(Records contained in a dataset)
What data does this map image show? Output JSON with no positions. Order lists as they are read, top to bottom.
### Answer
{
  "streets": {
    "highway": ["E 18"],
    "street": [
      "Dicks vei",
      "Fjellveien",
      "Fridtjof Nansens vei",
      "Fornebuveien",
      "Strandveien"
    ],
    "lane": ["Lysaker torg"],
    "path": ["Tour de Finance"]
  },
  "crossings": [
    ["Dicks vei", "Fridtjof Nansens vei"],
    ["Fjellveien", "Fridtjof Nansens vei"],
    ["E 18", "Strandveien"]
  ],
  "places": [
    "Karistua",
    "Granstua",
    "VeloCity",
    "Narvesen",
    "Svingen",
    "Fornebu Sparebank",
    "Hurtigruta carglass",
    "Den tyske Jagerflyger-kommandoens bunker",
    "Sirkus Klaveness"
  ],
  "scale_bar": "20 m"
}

_Work order:_ Restate each of the entries above verbatim.

_Response to the task:_
What data does this map image show? Output JSON with no positions. Order lists as they are read, top to bottom.
### Answer
{
  "streets": {
    "highway": ["E 18"],
    "street": [
      "Dicks vei",
      "Fjellveien",
      "Fridtjof Nansens vei",
      "Fornebuveien",
      "Strandveien"
    ],
    "lane": ["Lysaker torg"],
    "path": ["Tour de Finance"]
  },
  "crossings": [
    ["Dicks vei", "Fridtjof Nansens vei"],
    ["Fjellveien", "Fridtjof Nansens vei"],
    ["E 18", "Strandveien"]
  ],
  "places": [
    "Karistua",
    "Granstua",
    "VeloCity",
    "Narvesen",
    "Svingen",
    "Fornebu Sparebank",
    "Hurtigruta carglass",
    "Den tyske Jagerflyger-kommandoens bunker",
    "Sirkus Klaveness"
  ],
  "scale_bar": "20 m"
}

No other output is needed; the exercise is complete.